LA CRISIS DEL MACHO IGNORANTE - Por Gonzalo Vadecraneo

Desde Jung se sabe de la importancia crucial que tienen las edades medias de la vida. Solo hacia la mitad de la vida el hombre llega a ser plenamente adulto, algo más tardíamente que la mujer. Es una edad en que cambian las normas masculinas. Menos centrado en sí mismo, en su poder y su éxito, el hombre empieza a interesarse en los demás, a manifestar atención y ternura, en fin, a expresar lo que se conoce como cualidades femeninas. Es tal vez, la edad ideal para ser padre porque, como dice Erik Erikson, es "la edad de la generatividad".

"La más perniciosa de todas las mentiras sexuales, es la creencia, casi universalmente aceptada, de que la efectividad sexual desaparece inevitablemente a medida que el ser humano envejece. Tal cosa simplemente, no es verdad" (William H. Masters y Virginia E. Johnson)
El hombre de 40-50 años: un ser ignorante en materia sexual y altamente sugestionable.
Los padres de la sexología contemporánea, W. Masters y V. Johnson afirman textualmente: "La susceptibilidad del macho humano al poder de la sugestión con respecto a su capacidad sexual, es casi increíble."
Esa sensación flotante en el aire respirado por cualquier hombre de esta edad, de temor a perder la erección, a no durar lo suficiente, a perder la virilidad, a que le digan inservible, es la causa principal de los fallos sexuales en esta edad de la crisis. La más leve alusión a la capacidad de tener una erección y sostenerla, encuentra al hombre de 40-45 años tan sensible y susceptible, que puede provocarle una brusca inhibición y desencadenarle una pérdida total o parcial de la erección. Este mismo hombre ignora que con el tiempo se le ha prolongado francamente el período refractario; necesitará minutos y, a veces horas de juego amoroso previo a una erección.

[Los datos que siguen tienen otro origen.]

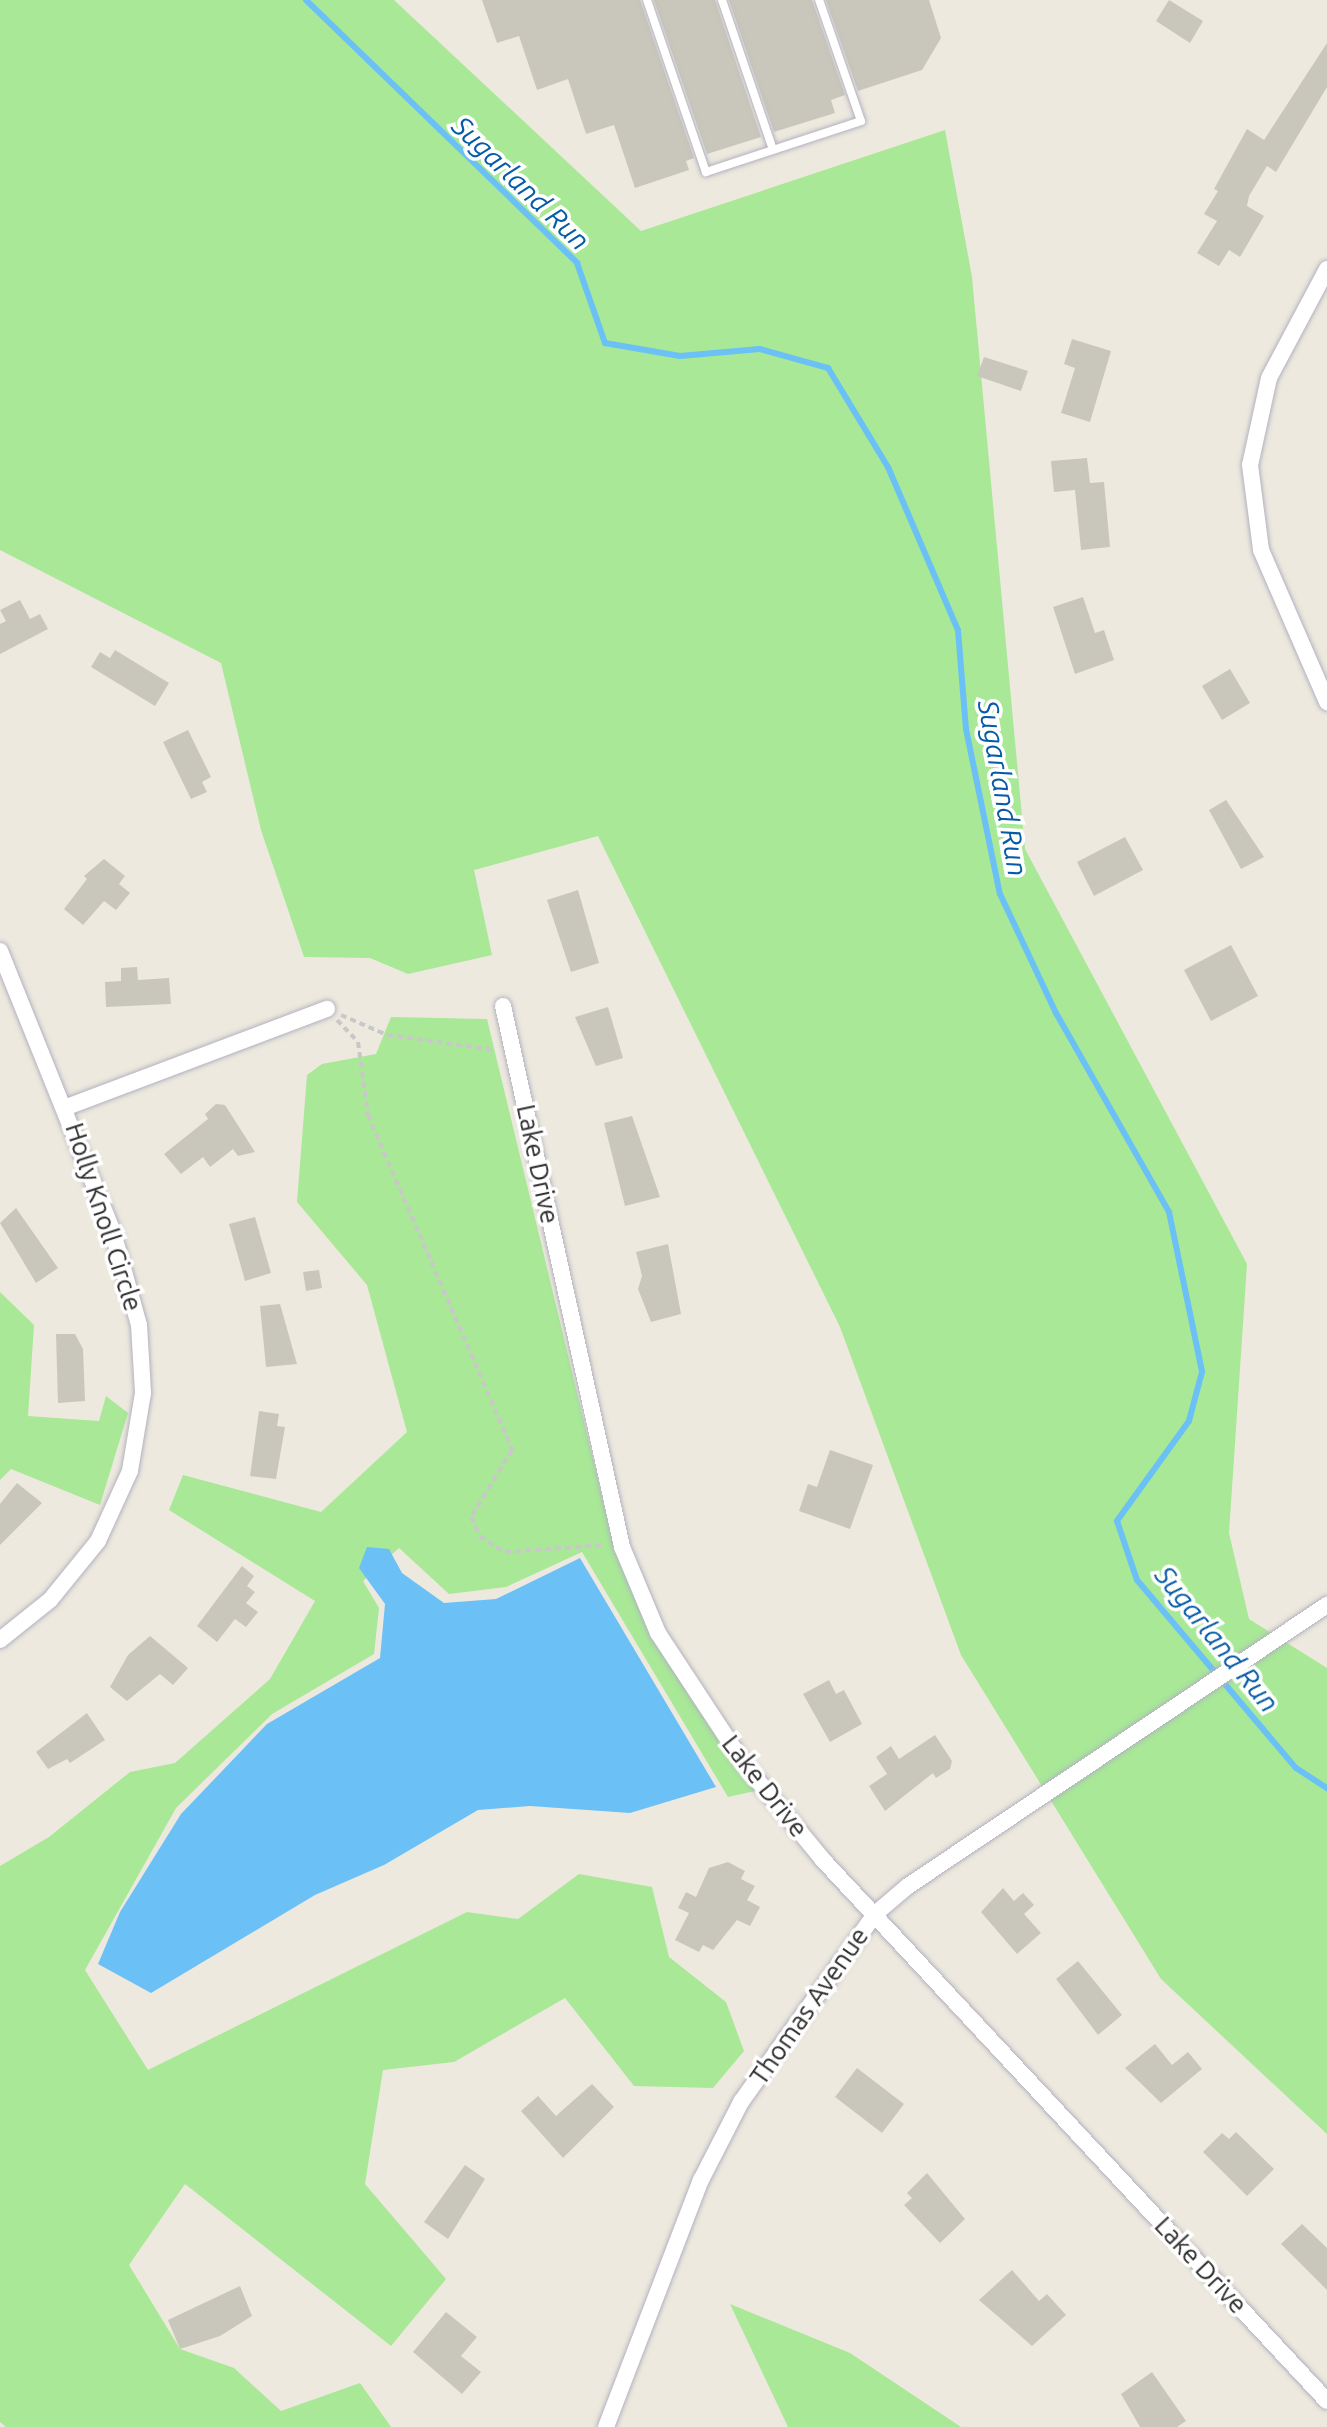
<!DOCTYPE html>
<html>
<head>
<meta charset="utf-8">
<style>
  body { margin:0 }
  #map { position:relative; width:1327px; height:2427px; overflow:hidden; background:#eee9de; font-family:Ubuntu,sans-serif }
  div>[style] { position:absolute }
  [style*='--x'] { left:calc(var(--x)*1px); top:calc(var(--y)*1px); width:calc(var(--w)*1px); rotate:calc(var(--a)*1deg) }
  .green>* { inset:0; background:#a8e897 }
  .water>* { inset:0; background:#6bc0f6 }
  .stream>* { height:6px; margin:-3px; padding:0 3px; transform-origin:3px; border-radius:3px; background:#6bc0f6 }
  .building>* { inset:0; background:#c9c7bc }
  .path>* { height:4px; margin-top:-2px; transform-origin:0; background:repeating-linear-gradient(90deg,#c8c8c8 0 6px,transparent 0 10px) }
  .roads { filter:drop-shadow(0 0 2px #b2b2c0) drop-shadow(0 0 2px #b2b2c0) }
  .lane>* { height:8px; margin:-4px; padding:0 4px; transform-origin:4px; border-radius:4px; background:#fff }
  .street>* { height:16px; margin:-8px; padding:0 8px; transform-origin:8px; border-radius:8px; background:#fff }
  span { translate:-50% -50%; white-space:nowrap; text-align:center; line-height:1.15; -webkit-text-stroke:7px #fff; paint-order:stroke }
  .street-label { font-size:26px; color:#2c2c2c }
  .water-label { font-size:28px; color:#055ba7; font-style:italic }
</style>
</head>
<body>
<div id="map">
  <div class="green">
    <div style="clip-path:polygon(0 0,394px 0,641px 231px,945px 130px,972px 277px,1025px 849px,1247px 1264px,1229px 1533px,1249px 1619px,1327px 1668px,1327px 2134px,1161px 1979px,961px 1655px,840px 1327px,598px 836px,474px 870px,492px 955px,408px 974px,370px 958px,304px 957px,261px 830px,221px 663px,0 550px)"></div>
    <div style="clip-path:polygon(391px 1017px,487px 1019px,616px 1554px,664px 1656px,755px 1791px,728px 1797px,582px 1552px,506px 1587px,449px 1594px,399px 1548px,363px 1581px,379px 1608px,374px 1654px,272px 1714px,176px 1808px,85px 1970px,148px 2070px,467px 1912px,518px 1919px,579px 1874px,652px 1887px,669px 1957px,726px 2002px,744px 2051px,713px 2088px,634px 2086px,565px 1998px,454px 2062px,383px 2070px,365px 2184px,446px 2279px,391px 2346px,185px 2184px,129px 2265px,180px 2349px,234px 2368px,281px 2411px,360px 2383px,391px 2427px,6px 2427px,0 2422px,0 1866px,49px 1837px,130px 1772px,175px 1763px,270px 1679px,315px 1601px,169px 1510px,183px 1475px,321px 1512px,407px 1432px,367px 1285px,297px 1202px,307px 1075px,322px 1064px,376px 1054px)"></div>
    <div style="clip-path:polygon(0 1292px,34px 1325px,28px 1416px,99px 1421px,106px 1396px,128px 1413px,100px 1505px,11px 1469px,0 1480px)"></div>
    <div style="clip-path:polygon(730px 2304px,850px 2353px,961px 2427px,788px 2427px)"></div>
  </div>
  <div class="water">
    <div style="clip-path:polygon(367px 1547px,389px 1549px,402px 1573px,444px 1603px,496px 1599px,580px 1558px,716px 1787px,630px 1813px,530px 1806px,478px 1810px,384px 1865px,315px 1895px,151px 1993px,98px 1964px,120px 1912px,181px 1814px,267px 1724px,380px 1658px,385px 1604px,359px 1568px)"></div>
  </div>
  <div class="stream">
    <div style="--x:306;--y:0;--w:378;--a:44.1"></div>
    <div style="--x:577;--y:263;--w:85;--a:70.7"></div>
    <div style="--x:605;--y:343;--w:76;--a:9.8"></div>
    <div style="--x:680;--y:356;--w:80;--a:-5"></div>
    <div style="--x:760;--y:349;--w:71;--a:15.6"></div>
    <div style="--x:828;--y:368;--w:116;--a:58.8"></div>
    <div style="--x:888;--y:467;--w:177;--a:66.8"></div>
    <div style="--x:958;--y:630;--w:99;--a:85.4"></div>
    <div style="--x:966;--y:729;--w:168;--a:78.4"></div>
    <div style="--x:1000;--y:894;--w:132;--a:64.8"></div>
    <div style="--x:1056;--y:1013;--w:229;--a:60.4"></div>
    <div style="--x:1169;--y:1212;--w:163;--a:78.3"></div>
    <div style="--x:1202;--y:1372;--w:51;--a:104.9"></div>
    <div style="--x:1189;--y:1421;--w:123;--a:125.8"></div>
    <div style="--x:1117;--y:1521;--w:62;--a:71.3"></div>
    <div style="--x:1137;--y:1580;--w:246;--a:49.8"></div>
    <div style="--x:1296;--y:1768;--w:37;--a:33"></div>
  </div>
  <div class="building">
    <div style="clip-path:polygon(482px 0,640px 0,694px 158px,686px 161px,689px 170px,635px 188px,614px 125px,586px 134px,568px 79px,537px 90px,519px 36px,497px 43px)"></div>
    <div style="clip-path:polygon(654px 0,715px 0,761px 137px,707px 154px)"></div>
    <div style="clip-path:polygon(729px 0,812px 0,845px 95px,831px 100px,835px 113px,774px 132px)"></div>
    <div style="clip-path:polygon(826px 0,929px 0,941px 38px,922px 70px,858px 91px)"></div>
    <div style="clip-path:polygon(1169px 0,1203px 21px,1190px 43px,1156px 21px)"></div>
    <div style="clip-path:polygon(1327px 43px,1327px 87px,1276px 172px,1267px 166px,1249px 196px,1247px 206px,1264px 216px,1240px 257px,1229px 250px,1219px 266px,1197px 253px,1217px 221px,1204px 214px,1218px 191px,1214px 189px,1247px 129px,1264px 140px)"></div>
    <div style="clip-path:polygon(1072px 339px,1111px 351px,1090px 422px,1061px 413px,1075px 368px,1064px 364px)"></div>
    <div style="clip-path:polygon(984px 357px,1028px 371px,1021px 391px,977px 376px)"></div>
    <div style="clip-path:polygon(1087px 458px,1090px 483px,1104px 482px,1110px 547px,1081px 550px,1075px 490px,1054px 492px,1051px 461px)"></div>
    <div style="clip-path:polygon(1083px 597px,1095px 633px,1104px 630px,1114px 660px,1075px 674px,1053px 607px)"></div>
    <div style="clip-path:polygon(20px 600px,30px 619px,40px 614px,48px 629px,0 654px,0 624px,6px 621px,0 610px)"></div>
    <div style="clip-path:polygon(115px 650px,169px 683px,155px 706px,91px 667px,100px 652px,110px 658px)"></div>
    <div style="clip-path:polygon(1230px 669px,1250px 703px,1222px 720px,1202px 686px)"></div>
    <div style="clip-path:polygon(188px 730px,211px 777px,202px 782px,207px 792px,191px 799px,163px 742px)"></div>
    <div style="clip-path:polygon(1226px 800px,1264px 857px,1241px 869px,1209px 810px)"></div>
    <div style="clip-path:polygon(1125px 837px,1143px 870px,1094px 896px,1077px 862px)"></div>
    <div style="clip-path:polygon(104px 859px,125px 876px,119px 884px,130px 893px,116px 910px,104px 901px,83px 925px,64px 909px,87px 879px,84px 876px)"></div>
    <div style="clip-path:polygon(578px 890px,599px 963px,571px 972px,547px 900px)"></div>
    <div style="clip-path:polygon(1231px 945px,1258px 996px,1211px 1021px,1184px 970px)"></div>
    <div style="clip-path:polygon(137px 967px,138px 980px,169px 978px,171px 1004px,106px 1007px,105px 982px,121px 981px,121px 968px)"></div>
    <div style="clip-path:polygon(608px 1007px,623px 1058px,596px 1066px,575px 1017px)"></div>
    <div style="clip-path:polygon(216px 1104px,225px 1105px,255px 1152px,238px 1156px,233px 1149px,210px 1167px,203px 1157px,181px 1174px,164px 1154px,208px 1119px,205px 1114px)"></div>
    <div style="clip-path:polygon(632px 1116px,660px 1197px,625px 1206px,604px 1123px)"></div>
    <div style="clip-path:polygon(16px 1208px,58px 1268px,36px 1283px,0 1223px)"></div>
    <div style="clip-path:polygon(255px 1217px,271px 1273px,245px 1281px,229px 1224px)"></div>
    <div style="clip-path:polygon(668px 1244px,681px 1314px,651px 1322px,638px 1289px,642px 1276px,636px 1252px)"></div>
    <div style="clip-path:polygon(319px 1270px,322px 1288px,306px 1291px,303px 1272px)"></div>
    <div style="clip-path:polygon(280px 1304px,297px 1364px,266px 1367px,260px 1306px)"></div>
    <div style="clip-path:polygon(56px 1334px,75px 1334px,83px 1349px,85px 1401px,58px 1403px)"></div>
    <div style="clip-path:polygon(259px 1411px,279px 1414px,277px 1426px,285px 1427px,276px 1479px,250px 1476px)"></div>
    <div style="clip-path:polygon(830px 1450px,873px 1465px,850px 1529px,799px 1511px,808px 1484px,817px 1487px)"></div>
    <div style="clip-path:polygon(17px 1483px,42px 1503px,0 1545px,0 1504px)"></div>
    <div style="clip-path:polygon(242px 1566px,254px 1576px,247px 1586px,255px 1592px,246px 1603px,258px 1612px,246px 1627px,235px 1619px,217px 1642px,197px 1626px)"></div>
    <div style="clip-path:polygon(150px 1636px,188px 1668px,173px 1685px,160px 1674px,127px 1701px,110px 1687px,128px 1655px)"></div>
    <div style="clip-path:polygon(829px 1680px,836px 1694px,844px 1690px,862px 1724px,830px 1742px,803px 1694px)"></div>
    <div style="clip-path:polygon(87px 1713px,105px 1740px,70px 1763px,67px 1759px,48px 1769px,36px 1752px)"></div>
    <div style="clip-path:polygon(935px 1735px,952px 1761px,950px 1769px,936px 1778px,933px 1773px,885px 1811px,869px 1786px,887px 1774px,876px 1757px,891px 1746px,899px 1759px)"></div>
    <div style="clip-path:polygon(728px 1862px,745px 1871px,741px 1879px,755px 1886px,747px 1900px,760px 1907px,750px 1926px,737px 1920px,713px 1950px,703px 1945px,699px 1952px,675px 1940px,689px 1913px,678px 1908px,686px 1892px,696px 1897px,709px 1868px)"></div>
    <div style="clip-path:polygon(1003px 1888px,1014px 1901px,1023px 1893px,1034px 1905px,1024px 1914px,1041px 1933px,1017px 1954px,981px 1912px)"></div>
    <div style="clip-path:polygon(1078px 1961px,1122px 2015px,1098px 2035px,1056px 1979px)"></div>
    <div style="clip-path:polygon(1155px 2044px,1172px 2065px,1188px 2052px,1202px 2069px,1161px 2103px,1125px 2068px)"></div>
    <div style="clip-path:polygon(857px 2068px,904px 2104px,882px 2133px,835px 2097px)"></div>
    <div style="clip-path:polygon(592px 2084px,614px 2107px,563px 2158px,521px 2111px,538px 2096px,556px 2116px)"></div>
    <div style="clip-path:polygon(1236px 2132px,1274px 2169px,1247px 2196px,1203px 2152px,1222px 2133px,1229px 2139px)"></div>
    <div style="clip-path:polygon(465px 2165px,485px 2179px,448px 2239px,424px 2222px)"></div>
    <div style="clip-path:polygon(927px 2173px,965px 2219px,940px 2243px,904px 2205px,912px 2198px,907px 2193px)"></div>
    <div style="clip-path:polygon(1302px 2224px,1327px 2248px,1327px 2290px,1281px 2244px)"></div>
    <div style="clip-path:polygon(1012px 2270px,1039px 2301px,1047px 2294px,1066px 2315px,1032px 2346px,979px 2300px)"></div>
    <div style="clip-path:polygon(240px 2286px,252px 2316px,220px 2336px,180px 2349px,168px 2320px)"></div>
    <div style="clip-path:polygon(446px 2312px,477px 2337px,461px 2356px,481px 2372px,462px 2394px,413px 2352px)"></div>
    <div style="clip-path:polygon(1152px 2372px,1186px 2421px,1177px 2427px,1140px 2427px,1121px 2394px)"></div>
  </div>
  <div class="path">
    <div style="--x:341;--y:1015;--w:50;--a:23.5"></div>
    <div style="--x:387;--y:1035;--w:109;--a:7.9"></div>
    <div style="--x:337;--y:1020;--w:30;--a:46"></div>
    <div style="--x:358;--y:1042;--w:74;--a:82.2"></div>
    <div style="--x:368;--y:1115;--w:365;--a:66.7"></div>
    <div style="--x:512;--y:1450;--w:79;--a:121.5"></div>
    <div style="--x:471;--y:1517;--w:21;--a:65"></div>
    <div style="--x:480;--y:1536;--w:30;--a:33"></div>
    <div style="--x:505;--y:1552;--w:99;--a:-4"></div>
  </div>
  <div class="roads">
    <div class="lane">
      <div style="--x:647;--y:0;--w:182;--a:71.1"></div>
      <div style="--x:706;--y:172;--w:163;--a:-18.2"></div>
      <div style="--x:861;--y:121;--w:128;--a:-109.1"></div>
      <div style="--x:722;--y:0;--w:158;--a:71.2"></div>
    </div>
    <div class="street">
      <div style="--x:1327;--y:269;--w:123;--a:118"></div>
      <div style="--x:1269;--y:378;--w:89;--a:102.3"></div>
      <div style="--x:1250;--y:465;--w:86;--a:82.6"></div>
      <div style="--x:1261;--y:550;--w:166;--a:66.5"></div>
      <div style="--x:0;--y:951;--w:300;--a:68.1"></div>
      <div style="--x:112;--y:1229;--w:100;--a:74.3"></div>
      <div style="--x:139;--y:1325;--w:68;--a:86.6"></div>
      <div style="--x:143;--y:1393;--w:79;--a:99.5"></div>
      <div style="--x:130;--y:1471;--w:77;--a:114.6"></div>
      <div style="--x:98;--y:1541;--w:76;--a:129.1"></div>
      <div style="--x:50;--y:1600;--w:64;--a:141.3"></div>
      <div style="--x:503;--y:1006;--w:554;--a:77.59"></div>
      <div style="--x:622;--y:1547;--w:93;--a:67.3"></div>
      <div style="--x:658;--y:1633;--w:157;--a:56.7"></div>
      <div style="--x:744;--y:1764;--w:124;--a:50.5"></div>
      <div style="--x:823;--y:1860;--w:739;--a:47.03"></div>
      <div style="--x:67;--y:1107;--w:278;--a:-20.7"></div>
      <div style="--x:606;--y:2427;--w:265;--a:-69"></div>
      <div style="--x:701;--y:2180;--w:88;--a:-62.9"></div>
      <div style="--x:741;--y:2102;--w:231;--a:-54.5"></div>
      <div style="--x:875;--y:1914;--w:43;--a:-40.3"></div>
      <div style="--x:908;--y:1886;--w:505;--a:-33.85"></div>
    </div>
  </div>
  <div class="street-label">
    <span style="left:538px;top:1164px;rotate:78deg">Lake Drive</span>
    <span style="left:104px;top:1217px;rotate:72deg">Holly Knoll Circle</span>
    <span style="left:765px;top:1786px;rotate:52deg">Lake Drive</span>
    <span style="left:809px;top:2006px;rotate:-55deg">Thomas Avenue</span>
    <span style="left:1201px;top:2265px;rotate:47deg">Lake Drive</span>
  </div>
  <div class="water-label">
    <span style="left:521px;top:183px;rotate:44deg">Sugarland Run</span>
    <span style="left:1003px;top:788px;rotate:80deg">Sugarland Run</span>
    <span style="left:1217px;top:1639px;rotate:51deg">Sugarland Run</span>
  </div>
</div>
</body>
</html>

Antes, con solo mirar a alguien, ya estaba empalmado. El hombre, además de ignorar todo lo referente a su sexualidad, es terco y orgulloso. Eso quiere decir: "a mí, esto no puede sucederme". Entonces, empeñará sus fuerzas en la lucha sin cuartel contra sí mismo; cree - ingenuamente - que cuanto más esfuerzo de voluntad, mayor atención focalice y mayor espacio de su mente le dedique, solucionará mejor el problema. El resultado es la depresión: el proceso natural e involuntario reside en la no admisibilidad de los límites, de los afectos, de las nuevas necesidades de placer y satisfacción. La mayor parte de los hombres, sin duda, no comentará sus problemas con otros hombres. El camino del macho también pasa por ahí. Y si comenta, no obtendrá respuestas honestas. La hipocresía, la fanfarronería y la omnipotencia crean el clima más común entre los machos. El resultado es previsible: el hombre se siente solo, creyendo que es un caso único, excepcional y además, incurable. No es nada extraño que para calmar la ansiedad y probarse, el hombre de 40-45 tenga aventuras amorosas con mujeres a veces mucho más jóvenes que él. O incluso, que salga en repetidas oportunidades con mujeres ocasionales, pagadas, por supuesto. Como es de suponer, este método de diagnóstico y/o terapia no resulta; a veces agrava más el problema: el macho encuentra el documento de que está terminado, que ya no funciona y supone que algo grave le sucede.
También existen los que se transforman en Don Juanes seductores para darse mayor tranquilidad y confianza, los que asedian a las amigas o esposas de amigos. En el extremo, están los que frecuentan casas de masajes o saunas, o prostitutas, donde la máquina del dinero ha sustituido al afecto.. Es muy reciente la lucha contra la ignorancia. El material interesante y valioso escrito por colegas serios responsables, se mezcla con material ostentoso y burdo, con fines claramente comerciales. La represión que hemos vivido durante décadas, hace que muchas veces una sala de masajes sea la única fuente de consulta de un hombre angustiado.
La exigencia mitológica de tener el pene tieso y durar mucho tiempo, pese a tener problemas por no poder pagar la luz y el gas a fin de mes, o haber sido despedido del trabajo, sigue haciendo estragos en los hombres de esta edad.